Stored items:
-------------------------

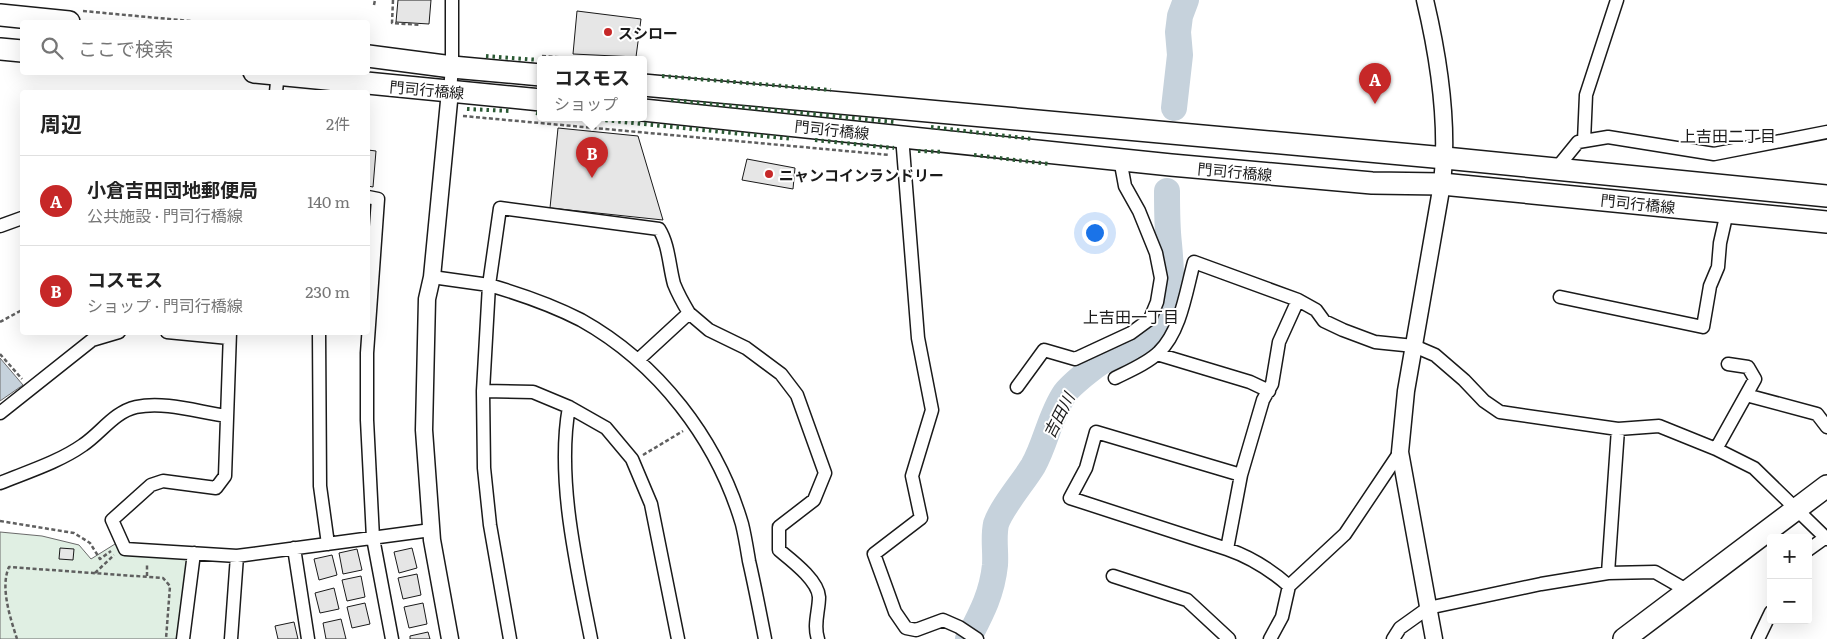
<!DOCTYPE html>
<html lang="ja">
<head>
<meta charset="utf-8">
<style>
	body { margin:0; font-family:Literata,"Noto Sans JP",serif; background:#f6f6f6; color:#222 }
	.controls { position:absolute; right:15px; bottom:15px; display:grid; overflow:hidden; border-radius:5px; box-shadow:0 5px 20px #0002 }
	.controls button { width:45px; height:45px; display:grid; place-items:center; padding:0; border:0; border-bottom:1px solid #e0e0e0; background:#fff; color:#222; font:25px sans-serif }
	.you { position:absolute; left:1094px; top:232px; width:18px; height:18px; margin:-12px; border:4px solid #fff; border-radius:50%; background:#1a73e8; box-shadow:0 0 0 8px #1a73e833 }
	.badge { display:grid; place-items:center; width:32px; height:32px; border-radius:50%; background:#c62828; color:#fff; font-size:16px; font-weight:700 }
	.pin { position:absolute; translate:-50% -41px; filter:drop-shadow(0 1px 2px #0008) }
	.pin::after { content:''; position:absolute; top:26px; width:18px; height:15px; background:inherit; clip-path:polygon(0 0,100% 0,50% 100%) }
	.popup { position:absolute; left:537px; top:56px; width:110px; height:65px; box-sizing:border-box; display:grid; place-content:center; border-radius:5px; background:#fff; filter:drop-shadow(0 1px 4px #0005); font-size:16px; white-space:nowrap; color:#767676 }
	.popup b { font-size:19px; color:#222 }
	.popup::after { content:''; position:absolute; left:50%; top:100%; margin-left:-10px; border:10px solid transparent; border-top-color:#fff }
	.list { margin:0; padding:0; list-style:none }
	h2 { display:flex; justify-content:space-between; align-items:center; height:65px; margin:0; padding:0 20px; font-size:21px }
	h2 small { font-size:16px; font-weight:400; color:#767676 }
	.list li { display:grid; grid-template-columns:32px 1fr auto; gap:15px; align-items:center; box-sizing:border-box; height:90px; padding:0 20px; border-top:1px solid #e0e0e0 }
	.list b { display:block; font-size:19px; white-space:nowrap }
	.list p { margin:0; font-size:16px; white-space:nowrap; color:#767676 }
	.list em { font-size:16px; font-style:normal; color:#767676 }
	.icon { flex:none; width:28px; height:28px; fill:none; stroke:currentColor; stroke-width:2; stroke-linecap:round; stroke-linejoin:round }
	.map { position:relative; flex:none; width:1827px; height:639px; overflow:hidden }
	.search { position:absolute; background:#fff; box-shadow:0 5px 20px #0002; left:20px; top:20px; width:350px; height:55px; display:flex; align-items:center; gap:12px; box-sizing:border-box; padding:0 18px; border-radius:5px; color:#767676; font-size:19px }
	.panel { position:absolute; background:#fff; box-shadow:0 5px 20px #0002; left:20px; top:90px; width:350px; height:245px; border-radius:5px }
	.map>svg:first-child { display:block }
</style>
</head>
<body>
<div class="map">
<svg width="1827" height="639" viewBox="0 0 1827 639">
	<rect width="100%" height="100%" fill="#fff"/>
	<path fill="#e0efe3" stroke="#6a6a6a" d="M0 532 42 536 79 545 91 559 115 544 126 554 188 559 179 639H0Z"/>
	<path fill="#c6d2dc" stroke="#6a6a6a" d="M0 358 23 385 0 401Z"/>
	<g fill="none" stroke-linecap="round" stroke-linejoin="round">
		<path stroke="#c6d2dc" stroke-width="26" d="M1174 108 1180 55 1178 32 1180 16 1186 0
			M968 639C981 614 992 594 995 565 996 551 993 538 996 524 1001 508 1024 481 1033 466 1046 443 1050 415 1065 393 1070 386 1095 365 1103 361 1130 347 1150 348 1164 316 1174 294 1171 267 1169 244 1167 227 1167 209 1167 191"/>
	</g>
	<path fill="#e6e6e6" stroke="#1a1a1a" d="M398 0H431L429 24 396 22Z
		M577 11 641 19 636 57 573 54Z
		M558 128 638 136 663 220 550 208Z
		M368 150 376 151 373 187 368 186Z
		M747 159 795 168 793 189 742 180Z
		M60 548 74 549 73 560 59 559Z
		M412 548 417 568 399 573 394 552Z
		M357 549 362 570 343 574 339 553Z
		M332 555 337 575 319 580 314 559Z
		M417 574 421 595 403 599 398 578Z
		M361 576 365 597 347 601 342 580Z
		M334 588 339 609 320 613 315 593Z
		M365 603 370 624 352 628 347 607Z
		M423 603 427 624 409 628 404 607Z
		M341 619 346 639H326L323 623Z
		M294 622 298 639H278L275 626Z
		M428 632 430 639H410V636Z"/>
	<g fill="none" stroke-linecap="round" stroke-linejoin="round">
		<defs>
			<path id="minor" d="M450 91 452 67V0
				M276 92 278 72
				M902 136 918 338 932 410 912 476 921 518 874 554 895 612 906 628 916 630 943 620 959 627 977 639
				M1584 141 1586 95 1617 0
				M1556 169 1578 142 1608 137 1714 154 1827 132
				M368 197 378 199 367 353V420L373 538 392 639
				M0 226 22 218
				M432 277 489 285 483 391 533 392 569 407 606 428 632 459 651 504 678 639
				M1560 297 1703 327 1710 286 1718 267 1720 243 1727 212
				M1298 300 1316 310 1324 321 1343 330 1375 342 1414 346 1435 355 1464 380 1484 401 1500 412 1618 429 1608 573
				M689 313 709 330 746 348 781 374 797 395 825 473 814 500 779 527V550C791 560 818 580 819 597 819 611 813 625 818 639
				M167 332 229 338
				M230 332 225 476 216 488 163 481 151 485 112 520 125 549 237 556 431 530
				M319 332 320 486 328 544
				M1157 354 1250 382 1269 391
				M638 360 689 313C683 303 678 294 674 284 669 266 669 245 659 229L500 208 489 285C520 294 552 305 581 320 658 363 717 439 742 524 745 536 747 549 749 561 755 587 760 613 765 639
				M1115 378C1129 371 1148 363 1159 352 1181 331 1186 291 1194 262L1298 300 1279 342 1272 384 1263 400 1241 475
				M1017 387 1044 350 1075 359 1131 333 1150 319 1157 302 1161 278 1156 253 1139 211 1125 186 1120 159
				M483 391 484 468 490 525 510 639
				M1746 395 1817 414 1827 427
				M569 407C556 479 577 567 591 639
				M0 413 92 340 119 332
				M1618 429 1659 426 1716 449 1755 379 1748 367 1728 364
				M1716 449 1754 468 1827 539
				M0 483C27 472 59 462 83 445 101 433 114 412 136 407 165 401 198 412 227 416
				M294 548 308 639
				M1227 549 1241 475 1096 432 1086 468 1070 498 1227 549C1250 557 1271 570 1289 586
				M1808 550 1826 537
				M1113 576 1187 600 1229 639
				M183 639 194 553
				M231 639 237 556
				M1270 639 1282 617 1289 586 1345 534 1400 452
				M1393 639 1400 628 1428 608 1541 584 1608 573 1655 572 1688 591
				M1758 639 1771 612"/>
			<path id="tertiary" d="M1425 0C1439 59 1449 123 1442 184L1406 391 1400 452 1434 639
				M450 91 432 277 427 299 424 430 432 540 450 639"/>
			<path id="primary" d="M0 15 69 22
				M0 49 22 51
				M368 56 452 67 541 75
				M254 72 541 100
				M643 85 1445 158 1827 196
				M643 110 1171 165 1372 183 1442 184 1827 222
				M1624 639 1827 486"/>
		</defs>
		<use href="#minor" stroke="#1a1a1a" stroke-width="15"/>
		<use href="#tertiary" stroke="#1a1a1a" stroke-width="19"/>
		<use href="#primary" stroke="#1a1a1a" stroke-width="24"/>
		<path stroke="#5f5f5f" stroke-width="2.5" stroke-dasharray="4 2.5" stroke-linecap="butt" d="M393 0 392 23 421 25
			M374 5 375 0
			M83 11 201 22
			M542 56 580 59
			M463 116 890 155
			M0 322 22 310
			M0 354 22 379
			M643 455 683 431
			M0 521 74 533 90 543 100 559 111 551
			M95 573 114 555
			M147 576V564
			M17 639C10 617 0 587 9 567L163 578 170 586 166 639"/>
		<use href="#minor" stroke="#fff" stroke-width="12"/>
		<use href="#tertiary" stroke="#fff" stroke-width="16"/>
		<use href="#primary" stroke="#fff" stroke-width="21"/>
		<path stroke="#2b5a34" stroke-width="4" stroke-dasharray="2.5 4" stroke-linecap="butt" d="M486 56 539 60
			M662 76 831 90
			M671 100 894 122
			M467 109 511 111
			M536 113 541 114
			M573 117 793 139
			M931 127 1032 139
			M815 140 894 148
			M918 151 944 152
			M974 155 1049 164"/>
	</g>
	<g fill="#c62828" stroke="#fff" stroke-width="2">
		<circle cx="608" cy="32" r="5"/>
		<circle cx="769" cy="174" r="5"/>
	</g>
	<g text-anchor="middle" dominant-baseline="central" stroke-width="4" stroke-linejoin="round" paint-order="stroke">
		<g font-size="15" font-weight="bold" fill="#1a1a1a" stroke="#fff" text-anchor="start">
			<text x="618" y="32">スシロー</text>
			<text x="779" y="174">ニャンコインランドリー</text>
		</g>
		<g font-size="15" fill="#1a1a1a" stroke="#fff">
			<text transform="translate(427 89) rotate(5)">門司行橋線</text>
			<text transform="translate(832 129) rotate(6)">門司行橋線</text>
			<text transform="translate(1235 171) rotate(5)">門司行橋線</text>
			<text transform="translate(1638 203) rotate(6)">門司行橋線</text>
		</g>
		<g font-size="16" fill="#1a1a1a" stroke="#fff">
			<text x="1728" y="135">上吉田二丁目</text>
			<text x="1131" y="316">上吉田一丁目</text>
		</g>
		<g font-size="16" font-style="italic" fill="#1a1a1a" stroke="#fff">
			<text transform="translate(1058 415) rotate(-63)">吉田川</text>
		</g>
	</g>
</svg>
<div class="controls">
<button>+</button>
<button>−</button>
</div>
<div class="you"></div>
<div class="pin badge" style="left:1375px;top:104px">A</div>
<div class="pin badge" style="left:592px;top:178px">B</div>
<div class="popup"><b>コスモス</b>ショップ</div>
<div class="search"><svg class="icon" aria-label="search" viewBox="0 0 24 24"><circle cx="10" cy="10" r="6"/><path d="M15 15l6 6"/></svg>ここで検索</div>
<section class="panel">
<h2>周辺<small>2件</small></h2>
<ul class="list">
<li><span class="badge">A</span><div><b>小倉吉田団地郵便局</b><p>公共施設 · 門司行橋線</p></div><em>140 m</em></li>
<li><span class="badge">B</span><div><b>コスモス</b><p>ショップ · 門司行橋線</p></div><em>230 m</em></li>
</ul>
</section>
</div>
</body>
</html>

-------------------------

PROBLEM REQUIREMENTS:
Through the last line of the entries above, beginning at the line containing "<h2>周辺<small>2件</small></h2>", transcribe each line exactly, both ends included and nothing more.

TASK RESPONSE:
<h2>周辺<small>2件</small></h2>
<ul class="list">
<li><span class="badge">A</span><div><b>小倉吉田団地郵便局</b><p>公共施設 · 門司行橋線</p></div><em>140 m</em></li>
<li><span class="badge">B</span><div><b>コスモス</b><p>ショップ · 門司行橋線</p></div><em>230 m</em></li>
</ul>
</section>
</div>
</body>
</html>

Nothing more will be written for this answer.